Arabia Felix Magazine
LNG Deal - It’s a big deal - In fact it’s the biggest deal Yemen has ever seen!!



How big? About twenty times the size of the average oil extraction contract. Three and a half billion dollars is a lot of petty cash. Out of this overall amount 2.7  will be for the plant itself. Five hundred million, says Mr. Fort, will be for the pipeline from the extraction site to the plant.

In the end, it will supply Yemen with one of the region’s largest natural gas liquifaction plants. In the short term, it will supply more than 3000 jobs and countless opportunities. Joel Fort, the managing director of Yemen LNG says the projects long term value for Yemen, over twenty years of production, is likely to be somewhere in the range of 17 billion dollars. Mr. Fort is optimistic: he sees good jobs for Yemenis over the long term, plus significant compensation for the local communities effected by new construction and traffic. The exact nature of this compensation is to be determined by a community consultation project that will investigate the priorities of the affected communities. Whether it is hygiene, education, or health care, says Mr. Fort, Yemen LNG stands at the ready.

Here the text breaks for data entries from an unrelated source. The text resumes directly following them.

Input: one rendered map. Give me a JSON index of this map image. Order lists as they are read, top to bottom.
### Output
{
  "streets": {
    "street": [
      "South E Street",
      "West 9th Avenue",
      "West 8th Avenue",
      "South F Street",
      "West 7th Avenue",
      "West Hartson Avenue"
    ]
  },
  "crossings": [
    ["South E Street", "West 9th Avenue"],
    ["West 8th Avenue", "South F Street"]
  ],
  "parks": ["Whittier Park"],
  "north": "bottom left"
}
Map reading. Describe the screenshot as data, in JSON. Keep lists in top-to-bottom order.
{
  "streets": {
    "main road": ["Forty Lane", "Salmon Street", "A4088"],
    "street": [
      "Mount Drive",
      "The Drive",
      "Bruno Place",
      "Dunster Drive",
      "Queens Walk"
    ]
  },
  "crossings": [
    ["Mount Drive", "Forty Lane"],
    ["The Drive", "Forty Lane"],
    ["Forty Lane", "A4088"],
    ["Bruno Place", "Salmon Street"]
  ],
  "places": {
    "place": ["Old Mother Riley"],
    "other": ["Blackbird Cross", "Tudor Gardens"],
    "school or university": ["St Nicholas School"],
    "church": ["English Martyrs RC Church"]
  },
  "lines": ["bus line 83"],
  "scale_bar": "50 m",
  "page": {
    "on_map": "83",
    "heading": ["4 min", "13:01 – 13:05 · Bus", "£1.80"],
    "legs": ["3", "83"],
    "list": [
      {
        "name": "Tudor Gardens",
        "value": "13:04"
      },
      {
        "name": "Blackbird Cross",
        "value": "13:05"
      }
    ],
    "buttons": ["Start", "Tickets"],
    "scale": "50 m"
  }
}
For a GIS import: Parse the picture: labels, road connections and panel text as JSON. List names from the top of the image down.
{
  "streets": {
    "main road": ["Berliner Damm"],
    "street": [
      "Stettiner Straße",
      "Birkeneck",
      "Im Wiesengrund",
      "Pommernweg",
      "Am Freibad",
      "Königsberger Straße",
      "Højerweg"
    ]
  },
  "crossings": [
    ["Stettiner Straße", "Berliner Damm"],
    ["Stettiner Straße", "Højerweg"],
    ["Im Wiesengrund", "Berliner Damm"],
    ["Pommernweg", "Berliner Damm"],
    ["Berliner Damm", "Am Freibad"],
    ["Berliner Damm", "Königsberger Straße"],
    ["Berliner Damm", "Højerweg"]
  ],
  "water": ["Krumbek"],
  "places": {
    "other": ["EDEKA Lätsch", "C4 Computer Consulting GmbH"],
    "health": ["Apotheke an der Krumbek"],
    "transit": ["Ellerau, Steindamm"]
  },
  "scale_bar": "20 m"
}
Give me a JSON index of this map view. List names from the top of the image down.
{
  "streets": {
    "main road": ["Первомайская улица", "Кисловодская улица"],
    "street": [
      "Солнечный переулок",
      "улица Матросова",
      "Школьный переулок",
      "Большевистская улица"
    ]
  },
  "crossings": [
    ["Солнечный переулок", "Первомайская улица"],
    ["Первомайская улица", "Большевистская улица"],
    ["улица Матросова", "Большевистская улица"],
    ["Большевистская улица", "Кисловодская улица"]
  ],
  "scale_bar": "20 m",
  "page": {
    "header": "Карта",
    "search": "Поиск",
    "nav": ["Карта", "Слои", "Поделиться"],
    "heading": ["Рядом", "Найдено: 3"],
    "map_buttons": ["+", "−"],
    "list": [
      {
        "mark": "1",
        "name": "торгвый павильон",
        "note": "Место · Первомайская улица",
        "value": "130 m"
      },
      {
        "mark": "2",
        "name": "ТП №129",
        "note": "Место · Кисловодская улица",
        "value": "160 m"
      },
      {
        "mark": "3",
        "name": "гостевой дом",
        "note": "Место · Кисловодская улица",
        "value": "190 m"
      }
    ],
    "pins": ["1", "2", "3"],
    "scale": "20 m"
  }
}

Yemen will be an important supplier of natural gas for America and Asia. Its name is coming up again and again as an important player on the international scene.

The Yemen LNG shareholders
Yemeni government:     (23.10%)
Total:     (42.9%)
Hunt Oil Company:     (18%)
South Korea’s SK Corporation:     (10%)
Hyundai Corporation:      (6%)

They are expected to be joined soon by KOGAS following the completion of their entry into the partnership in the framework of their purchase of gas from Yemen LNG.

The plant will export some six and a half million tons annually to the United States which is taking two thirds of the export and Korea, which is taking one third of the export.

For years, Yemen’s 16.9 trillion cubic feet of proven gas reserves have sat idle and oil companies have been re-injecting the by-product at great cost.

Now, Yemen has the means to increase its gas potential, giving an enormous boost to the country’s economy.

The harbour at Balhaf was chosen for its optimal location on the Yemeni coast. It also happens to have a natural ly deep harbor and generally low geo-technical risk.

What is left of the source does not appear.